WORK ITEM: In the material below, find all lines with the string "Calle" and copy them.

GIVEN RECORDS:
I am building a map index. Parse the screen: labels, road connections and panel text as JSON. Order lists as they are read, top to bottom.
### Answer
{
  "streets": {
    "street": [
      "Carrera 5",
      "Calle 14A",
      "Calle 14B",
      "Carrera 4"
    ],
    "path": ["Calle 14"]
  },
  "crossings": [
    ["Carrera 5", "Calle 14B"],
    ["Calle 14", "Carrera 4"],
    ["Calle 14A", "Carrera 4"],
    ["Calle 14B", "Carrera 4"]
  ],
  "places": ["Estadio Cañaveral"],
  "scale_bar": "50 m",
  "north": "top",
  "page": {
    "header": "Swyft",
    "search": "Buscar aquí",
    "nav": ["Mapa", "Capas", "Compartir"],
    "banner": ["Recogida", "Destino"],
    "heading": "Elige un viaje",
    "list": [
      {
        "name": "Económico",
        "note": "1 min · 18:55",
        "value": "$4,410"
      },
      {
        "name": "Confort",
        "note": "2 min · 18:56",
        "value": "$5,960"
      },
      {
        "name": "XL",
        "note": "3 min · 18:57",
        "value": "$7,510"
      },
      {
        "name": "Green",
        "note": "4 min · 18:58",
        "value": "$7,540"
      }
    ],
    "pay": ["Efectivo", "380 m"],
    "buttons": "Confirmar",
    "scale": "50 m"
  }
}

ANSWER SPACE:
      "Calle 14A",
      "Calle 14B",
    "path": ["Calle 14"]
    ["Carrera 5", "Calle 14B"],
    ["Calle 14", "Carrera 4"],
    ["Calle 14A", "Carrera 4"],
    ["Calle 14B", "Carrera 4"]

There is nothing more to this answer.